ValueError: total size of new array must be unchanged

This occurs when trying to reshape into an incompatible shape. Double check that the new shape matches the total number of elements.

AttributeError: ‘list’ object has no attribute ‘reshape’

Lists do not have a reshape() method. Make sure to convert the list to a NumPy array first before reshaping.

TypeError: Expected 2D array, got 1D array instead

Certain methods like flatten() require 2D array input. For 1D arrays, use ravel() or reshape(-1) instead.

ValueError: axes don’t match array

Occurs during transpose when the specified axes are invalid for the array dimensions. Double check the axes numbers match the array shape.

MemoryError

Large arrays may fail to reshape or transpose due to insufficient memory. Try reshaping in smaller chunks or look at optimizing your overall memory usage.

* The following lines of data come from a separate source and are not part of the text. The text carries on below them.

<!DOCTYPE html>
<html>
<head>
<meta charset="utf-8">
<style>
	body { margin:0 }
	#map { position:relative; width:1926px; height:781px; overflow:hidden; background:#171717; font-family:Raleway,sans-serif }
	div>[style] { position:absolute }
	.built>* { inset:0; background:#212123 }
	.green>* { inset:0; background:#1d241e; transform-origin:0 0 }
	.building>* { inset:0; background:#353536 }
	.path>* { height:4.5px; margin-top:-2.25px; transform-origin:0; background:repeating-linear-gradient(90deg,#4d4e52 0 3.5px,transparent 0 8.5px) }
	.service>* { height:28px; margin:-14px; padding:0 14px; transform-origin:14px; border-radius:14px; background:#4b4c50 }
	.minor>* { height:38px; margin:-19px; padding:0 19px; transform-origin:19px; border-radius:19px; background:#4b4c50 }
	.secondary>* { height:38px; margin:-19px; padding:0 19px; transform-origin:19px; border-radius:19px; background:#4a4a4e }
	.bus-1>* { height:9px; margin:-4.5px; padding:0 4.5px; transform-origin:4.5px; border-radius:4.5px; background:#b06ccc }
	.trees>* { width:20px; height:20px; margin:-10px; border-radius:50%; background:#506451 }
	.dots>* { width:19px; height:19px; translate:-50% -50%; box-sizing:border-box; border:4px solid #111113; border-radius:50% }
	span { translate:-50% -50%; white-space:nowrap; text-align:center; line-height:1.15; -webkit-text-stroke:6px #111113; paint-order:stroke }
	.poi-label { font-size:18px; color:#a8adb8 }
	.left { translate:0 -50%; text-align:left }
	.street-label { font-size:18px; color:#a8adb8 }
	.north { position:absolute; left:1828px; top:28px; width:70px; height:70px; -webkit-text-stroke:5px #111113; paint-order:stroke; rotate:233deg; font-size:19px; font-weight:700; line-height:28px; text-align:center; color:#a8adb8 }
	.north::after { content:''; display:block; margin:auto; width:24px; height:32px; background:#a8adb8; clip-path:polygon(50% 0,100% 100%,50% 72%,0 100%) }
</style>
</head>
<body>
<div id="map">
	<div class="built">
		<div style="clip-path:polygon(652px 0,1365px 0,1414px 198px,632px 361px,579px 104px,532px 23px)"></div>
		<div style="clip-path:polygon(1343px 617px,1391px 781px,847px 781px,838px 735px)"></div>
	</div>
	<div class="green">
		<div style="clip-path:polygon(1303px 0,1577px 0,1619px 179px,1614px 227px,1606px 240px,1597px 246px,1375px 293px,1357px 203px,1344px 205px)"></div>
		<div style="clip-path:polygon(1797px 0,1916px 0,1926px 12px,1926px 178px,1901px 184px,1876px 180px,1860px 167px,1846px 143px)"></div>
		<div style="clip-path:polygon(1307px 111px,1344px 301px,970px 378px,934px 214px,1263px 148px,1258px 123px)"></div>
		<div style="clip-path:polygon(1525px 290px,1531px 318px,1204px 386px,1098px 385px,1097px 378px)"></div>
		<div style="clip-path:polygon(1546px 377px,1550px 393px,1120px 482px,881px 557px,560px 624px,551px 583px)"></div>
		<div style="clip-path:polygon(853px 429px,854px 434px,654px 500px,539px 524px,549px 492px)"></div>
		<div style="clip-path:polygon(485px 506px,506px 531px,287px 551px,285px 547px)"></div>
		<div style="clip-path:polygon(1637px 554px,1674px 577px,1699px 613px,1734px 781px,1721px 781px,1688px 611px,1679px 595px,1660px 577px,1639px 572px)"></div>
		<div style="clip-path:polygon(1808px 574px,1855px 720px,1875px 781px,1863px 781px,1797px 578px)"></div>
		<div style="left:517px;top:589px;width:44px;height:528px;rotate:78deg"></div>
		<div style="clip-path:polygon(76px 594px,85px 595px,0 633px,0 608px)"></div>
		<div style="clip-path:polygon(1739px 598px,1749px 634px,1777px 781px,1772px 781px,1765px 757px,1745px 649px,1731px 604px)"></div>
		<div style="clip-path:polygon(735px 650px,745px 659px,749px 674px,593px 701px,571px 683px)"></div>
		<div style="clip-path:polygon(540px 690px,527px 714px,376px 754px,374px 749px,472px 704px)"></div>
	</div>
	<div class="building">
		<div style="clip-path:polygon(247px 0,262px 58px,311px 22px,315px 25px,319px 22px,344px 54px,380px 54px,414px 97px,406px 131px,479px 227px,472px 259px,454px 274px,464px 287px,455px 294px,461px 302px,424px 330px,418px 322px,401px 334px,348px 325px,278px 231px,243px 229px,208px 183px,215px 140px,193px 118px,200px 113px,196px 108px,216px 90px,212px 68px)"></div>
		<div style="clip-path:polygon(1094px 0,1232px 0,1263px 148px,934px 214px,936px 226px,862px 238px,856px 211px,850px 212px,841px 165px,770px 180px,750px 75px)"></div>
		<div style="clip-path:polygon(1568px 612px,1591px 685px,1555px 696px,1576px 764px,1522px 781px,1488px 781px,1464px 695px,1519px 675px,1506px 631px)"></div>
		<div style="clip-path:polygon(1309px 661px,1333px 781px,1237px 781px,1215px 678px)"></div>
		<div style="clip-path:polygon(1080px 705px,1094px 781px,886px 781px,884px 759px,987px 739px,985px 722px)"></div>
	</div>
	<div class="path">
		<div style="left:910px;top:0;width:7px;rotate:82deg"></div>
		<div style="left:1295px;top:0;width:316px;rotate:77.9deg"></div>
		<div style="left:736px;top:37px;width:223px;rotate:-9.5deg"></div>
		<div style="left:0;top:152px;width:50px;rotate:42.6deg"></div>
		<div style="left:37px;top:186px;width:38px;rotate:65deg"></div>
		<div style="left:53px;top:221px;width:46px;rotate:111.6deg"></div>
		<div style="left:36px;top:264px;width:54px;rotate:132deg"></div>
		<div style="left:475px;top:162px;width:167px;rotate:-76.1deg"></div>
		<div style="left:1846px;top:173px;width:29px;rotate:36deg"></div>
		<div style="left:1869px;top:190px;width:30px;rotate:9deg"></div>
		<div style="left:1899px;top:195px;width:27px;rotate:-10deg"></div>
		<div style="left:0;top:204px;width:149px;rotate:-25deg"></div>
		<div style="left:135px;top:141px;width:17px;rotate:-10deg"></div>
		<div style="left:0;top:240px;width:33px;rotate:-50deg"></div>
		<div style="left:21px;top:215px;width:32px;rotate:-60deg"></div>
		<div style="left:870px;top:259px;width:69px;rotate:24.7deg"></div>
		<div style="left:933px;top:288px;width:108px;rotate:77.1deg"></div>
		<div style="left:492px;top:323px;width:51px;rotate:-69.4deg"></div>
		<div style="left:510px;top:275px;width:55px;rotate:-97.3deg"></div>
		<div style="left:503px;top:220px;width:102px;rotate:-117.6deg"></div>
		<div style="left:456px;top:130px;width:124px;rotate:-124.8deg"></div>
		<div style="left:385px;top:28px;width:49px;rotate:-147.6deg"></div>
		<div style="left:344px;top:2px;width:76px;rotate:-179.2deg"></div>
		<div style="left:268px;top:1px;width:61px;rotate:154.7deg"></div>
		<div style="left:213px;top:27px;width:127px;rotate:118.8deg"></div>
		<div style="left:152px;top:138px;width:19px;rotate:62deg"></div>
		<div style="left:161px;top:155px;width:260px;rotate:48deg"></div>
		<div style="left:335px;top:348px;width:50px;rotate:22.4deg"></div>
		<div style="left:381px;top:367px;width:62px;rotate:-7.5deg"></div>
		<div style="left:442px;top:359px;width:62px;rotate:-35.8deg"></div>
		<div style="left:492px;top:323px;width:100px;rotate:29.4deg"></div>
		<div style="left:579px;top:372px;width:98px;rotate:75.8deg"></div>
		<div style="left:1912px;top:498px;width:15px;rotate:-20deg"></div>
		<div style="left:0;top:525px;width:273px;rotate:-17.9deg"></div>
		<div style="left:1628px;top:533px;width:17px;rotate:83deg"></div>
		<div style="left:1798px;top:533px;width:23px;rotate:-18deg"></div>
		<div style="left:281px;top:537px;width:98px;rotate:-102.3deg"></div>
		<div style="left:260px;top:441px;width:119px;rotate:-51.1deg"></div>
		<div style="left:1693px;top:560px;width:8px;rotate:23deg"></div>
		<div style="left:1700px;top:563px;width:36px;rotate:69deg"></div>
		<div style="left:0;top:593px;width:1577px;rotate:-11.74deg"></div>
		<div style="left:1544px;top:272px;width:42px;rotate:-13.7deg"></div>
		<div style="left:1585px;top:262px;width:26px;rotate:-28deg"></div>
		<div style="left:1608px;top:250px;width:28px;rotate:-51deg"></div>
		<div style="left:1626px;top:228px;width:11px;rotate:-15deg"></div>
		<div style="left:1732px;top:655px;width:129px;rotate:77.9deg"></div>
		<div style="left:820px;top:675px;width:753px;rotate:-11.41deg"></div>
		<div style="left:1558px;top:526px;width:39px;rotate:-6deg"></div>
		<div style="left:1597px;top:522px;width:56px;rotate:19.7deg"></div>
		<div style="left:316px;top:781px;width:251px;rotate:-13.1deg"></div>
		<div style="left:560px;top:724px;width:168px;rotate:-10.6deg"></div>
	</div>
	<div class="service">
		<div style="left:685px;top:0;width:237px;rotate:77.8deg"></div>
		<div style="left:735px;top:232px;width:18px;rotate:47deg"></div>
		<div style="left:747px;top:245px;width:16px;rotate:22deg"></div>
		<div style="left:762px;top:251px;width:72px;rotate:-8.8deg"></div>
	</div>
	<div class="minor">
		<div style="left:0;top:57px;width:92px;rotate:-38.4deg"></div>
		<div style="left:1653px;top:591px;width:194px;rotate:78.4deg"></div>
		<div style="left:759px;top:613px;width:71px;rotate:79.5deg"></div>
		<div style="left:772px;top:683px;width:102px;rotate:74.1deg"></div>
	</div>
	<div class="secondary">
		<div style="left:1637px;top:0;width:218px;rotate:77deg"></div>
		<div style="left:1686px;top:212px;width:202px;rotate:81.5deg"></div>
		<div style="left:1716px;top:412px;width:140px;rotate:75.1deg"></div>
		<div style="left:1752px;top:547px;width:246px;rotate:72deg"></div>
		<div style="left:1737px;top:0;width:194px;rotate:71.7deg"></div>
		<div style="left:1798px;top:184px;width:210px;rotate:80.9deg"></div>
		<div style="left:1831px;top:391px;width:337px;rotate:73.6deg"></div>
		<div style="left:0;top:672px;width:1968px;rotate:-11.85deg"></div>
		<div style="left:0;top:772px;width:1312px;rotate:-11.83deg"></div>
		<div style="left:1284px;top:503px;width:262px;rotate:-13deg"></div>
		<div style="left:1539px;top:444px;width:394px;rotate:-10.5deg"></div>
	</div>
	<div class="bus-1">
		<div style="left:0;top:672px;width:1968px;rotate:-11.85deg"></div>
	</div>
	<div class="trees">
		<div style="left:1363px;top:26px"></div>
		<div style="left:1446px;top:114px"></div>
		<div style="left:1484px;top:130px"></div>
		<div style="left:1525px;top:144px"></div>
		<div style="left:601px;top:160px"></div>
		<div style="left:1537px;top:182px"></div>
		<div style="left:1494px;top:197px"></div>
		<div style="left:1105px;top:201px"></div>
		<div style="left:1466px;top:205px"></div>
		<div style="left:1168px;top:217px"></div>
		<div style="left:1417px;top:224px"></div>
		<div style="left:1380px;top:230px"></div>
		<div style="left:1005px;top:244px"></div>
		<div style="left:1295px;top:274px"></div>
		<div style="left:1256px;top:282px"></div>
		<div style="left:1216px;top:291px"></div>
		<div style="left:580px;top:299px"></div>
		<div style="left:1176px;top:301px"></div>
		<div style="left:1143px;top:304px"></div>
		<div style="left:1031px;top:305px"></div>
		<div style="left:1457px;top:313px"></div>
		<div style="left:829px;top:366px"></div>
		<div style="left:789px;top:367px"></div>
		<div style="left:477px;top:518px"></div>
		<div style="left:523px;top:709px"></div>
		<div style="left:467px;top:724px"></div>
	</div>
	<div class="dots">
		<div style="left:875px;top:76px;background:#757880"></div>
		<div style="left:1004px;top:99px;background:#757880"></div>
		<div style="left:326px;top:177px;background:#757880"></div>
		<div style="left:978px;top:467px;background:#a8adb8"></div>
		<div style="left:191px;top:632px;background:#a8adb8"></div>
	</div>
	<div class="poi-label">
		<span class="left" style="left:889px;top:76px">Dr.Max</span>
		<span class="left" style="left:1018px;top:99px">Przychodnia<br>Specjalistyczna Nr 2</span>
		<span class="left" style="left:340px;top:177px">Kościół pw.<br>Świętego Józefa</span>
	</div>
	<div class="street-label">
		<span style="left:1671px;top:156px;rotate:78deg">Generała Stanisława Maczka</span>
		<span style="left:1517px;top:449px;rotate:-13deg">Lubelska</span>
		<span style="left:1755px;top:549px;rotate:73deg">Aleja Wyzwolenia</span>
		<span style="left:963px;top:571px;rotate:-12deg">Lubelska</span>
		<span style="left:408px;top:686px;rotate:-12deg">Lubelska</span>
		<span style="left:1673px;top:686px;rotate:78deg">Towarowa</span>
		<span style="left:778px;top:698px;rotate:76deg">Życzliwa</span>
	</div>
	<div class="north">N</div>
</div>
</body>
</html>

Carefully handling errors and exceptions will help you debug shape manipulation issues more efficiently.

Conclusion

In this guide, we covered several essential methods in NumPy for manipulating array shapes:

Learning how to leverage these functions allows you to restructure arrays for computations and modeling without altering the underlying data.

We also looked at real-world examples like preparing data for machine learning and plotting, where reshaping arrays is extremely useful. Debugging common exceptions and errors will help you resolve problems faster.

NumPy’s array manipulation capabilities make it a versatile tool for data science, visualization, and scientific computing. Mastering array shaping unlocks more of its potential.

Hopefully this guide provided a comprehensive overview of changing array shapes in NumPy. Thanks for reading!